Смотреть на это было и неприятно, и почти физически больно: по-моему я жалела Жанну. Рассказ ее казался правдивым и… невообразимо печальным. Счастья в прошлом ей выпало совсем не много, но и теперь она растрачивает свою жизнь и молодость на глупости. Хотя бы Еву послушала в самом-то деле!
Я же без сил опустилась на софу, где только что сидела Жанна. В пепельнице на столике рядом еще тлел окурок ее папиросы в алом костяном мундштуке, а на бокале, из которого она пила, остался след ее губ.
Надеюсь, гадание Жанны не затянется: я смертельно хотела спать. Помассировала виски, чтобы хоть немного привести себя в чувство – и не заметила как подсела Ева.
– С вами все хорошо, Лили? – она с живым беспокойством заглянула мне в глаза. – Что вам сказала эта ведьма? Она умеет напугать – но, поверьте, постоянно ошибается.
– Меня не ее пророчества испугали. Просто… немного устала.
Вслед за Евой, к нам немедленно присоединился Мишель Муратов, встав за спинкой софы. Хмыкнул:
– Так мисс Аурелия часто ошибается? Жаль. А я уж подумал, не спросить ли и мне кое-что у духов лоа.
– И вы туда же… – фыркнула с раздражением Ева. – Я была лучшего мнения о вас!

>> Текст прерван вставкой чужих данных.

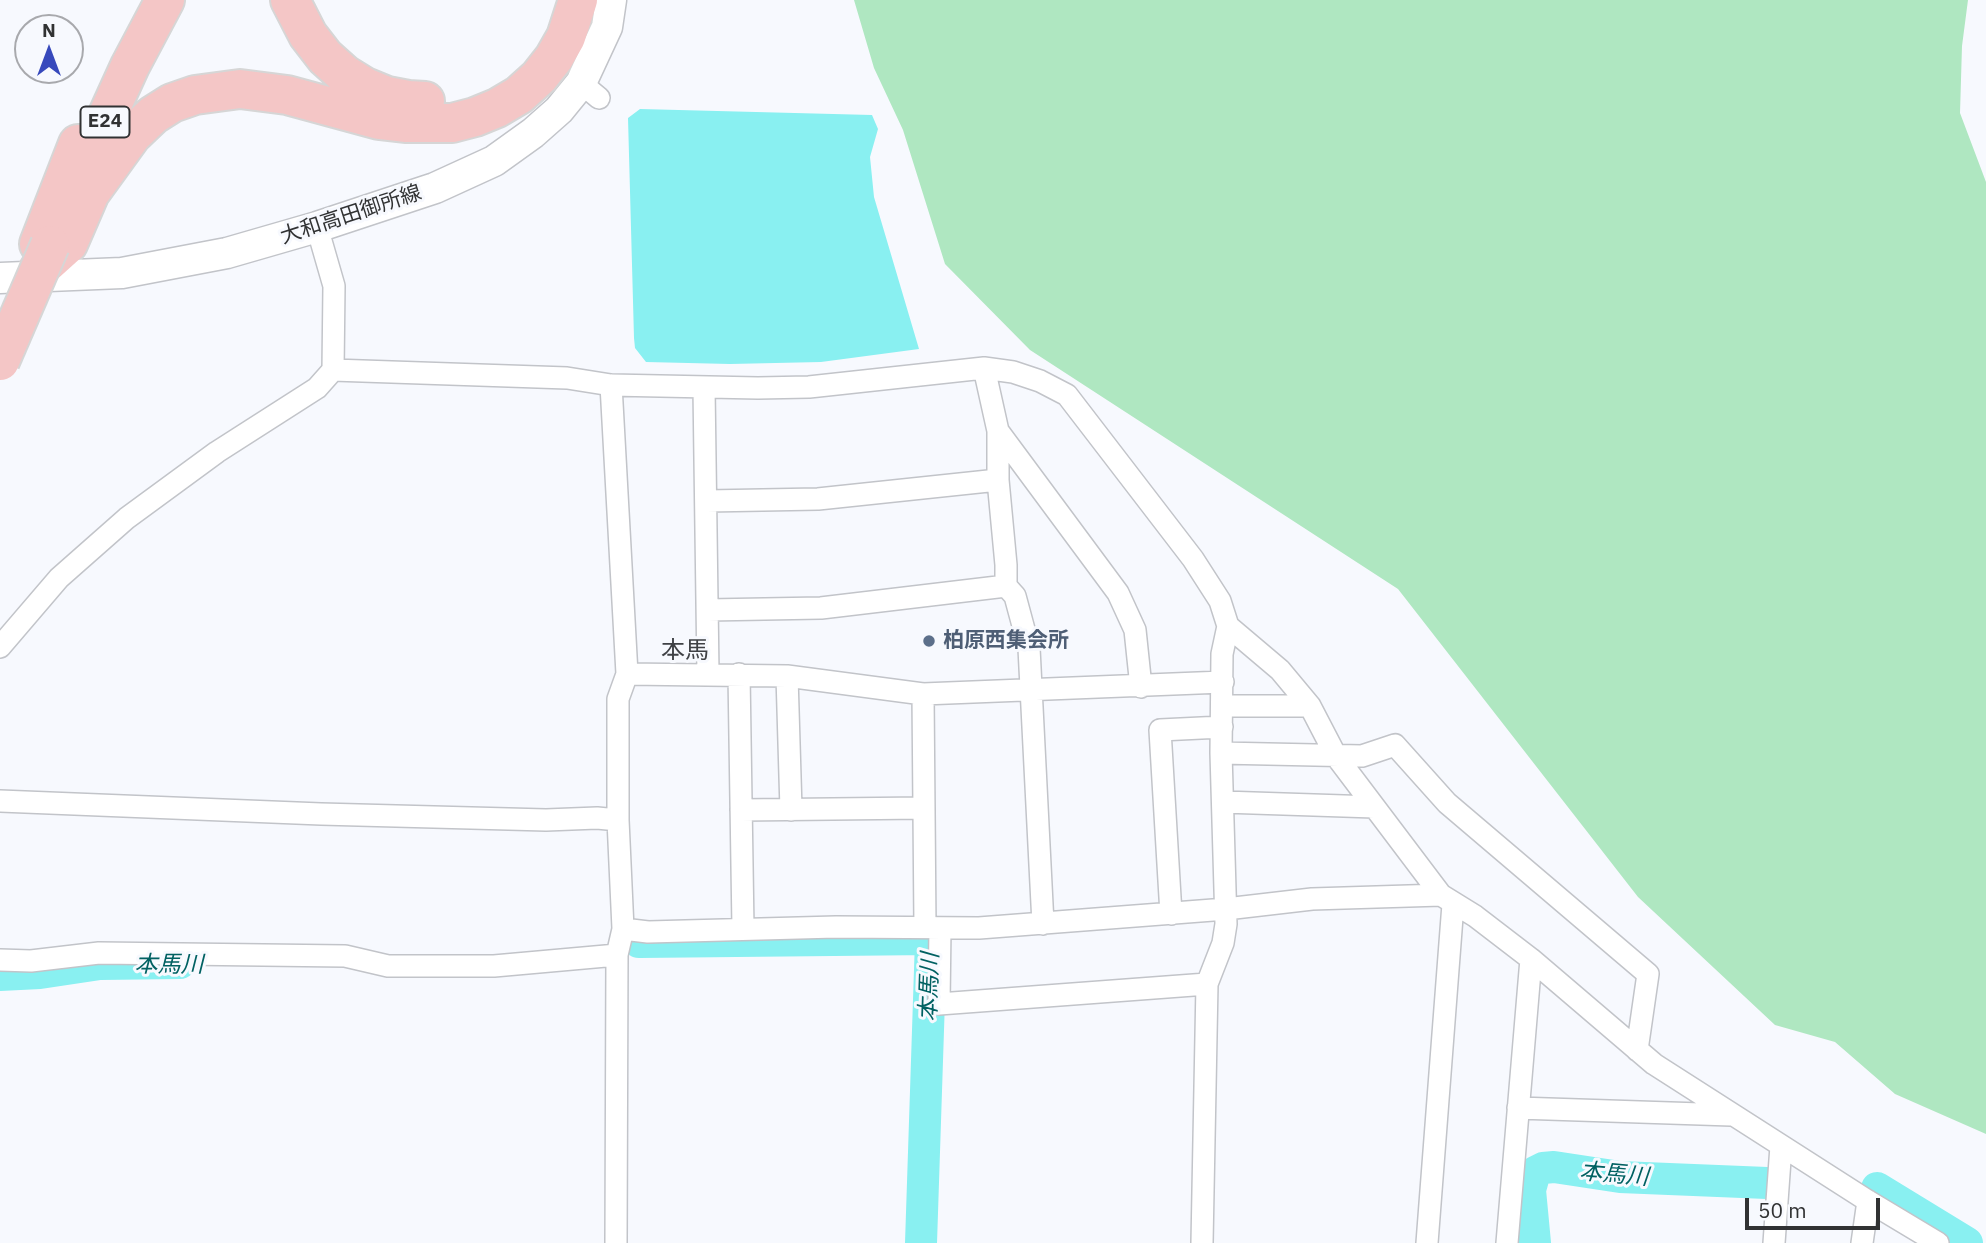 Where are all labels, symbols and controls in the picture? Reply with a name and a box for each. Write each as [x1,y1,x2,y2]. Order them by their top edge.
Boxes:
north arrow [14,14,84,84]
text: N [42,18,56,42]
road number: E24 [80,106,130,138]
street label: 大和高田御所線 [277,180,425,250]
place label: 柏原西集会所 [943,628,1069,654]
marker: 柏原西集会所 [921,633,937,649]
district label: 本馬 [661,637,709,665]
water label: 本馬川 [135,951,203,979]
water label: 本馬川 [915,952,945,1022]
water label: 本馬川 [1578,1158,1650,1192]
scale bar [1748,1184,1883,1228]
text: 50 m [1758,1196,1807,1224]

Муратов искренне рассмеялся:
– До чего же легко вас вывести из себя, мисс Райс! Но если вас это успокоит, то обещаю: я ни за что не буду гадать! Тем более что в этой гостиной лишь одна женщина сумеет ответить на важный для меня вопрос…
Столь многозначительно и интимно это было сказано, что мне, третьей лишней, тотчас стало неловко. Даже Ева не сразу нашлась, что ответить – и почти четверть минуты в каюте висела тяжелая тишина.

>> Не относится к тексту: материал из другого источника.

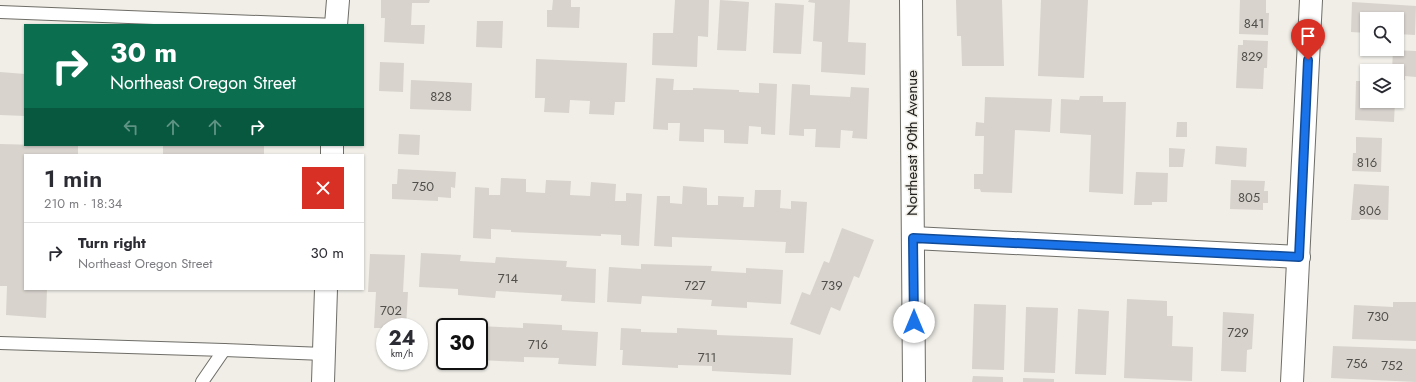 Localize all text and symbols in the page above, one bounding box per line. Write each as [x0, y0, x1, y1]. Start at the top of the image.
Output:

А впрочем, акустика и сейчас не позволила разобрать, о чем говорили две женщины в алькове за алыми шторами: я слышала лишь неясные голоса.
– Ох, делайте что угодно, мне все равно! – наконец, нарушила тишину Ева и поднялась на ноги, чтобы от Мишеля отойти.
Говорила она самоуверенно, но, конечно, ей было не все равно. Между этими двумя что-то происходило – без сомнений. Жаль, у меня уже не осталось сил, чтобы сопереживать. Я была смертельно вымотана за вечер.
И даже, когда за алыми шторами послышались звуки возни и сдавленные хрипы, я отреагировала не сразу. Ева спохватилась первой и бросилась в альков. За ней Мишель.
Я была третьей. И, вбежав, сначала увидела Аурелию: встав во весь свой рост, с надменной маской вместо лица, она молча и спокойно взирала на то, что творилось у ее ног. А там, возле алтаря с разлитой кровью, умирала Жанна Гроссо.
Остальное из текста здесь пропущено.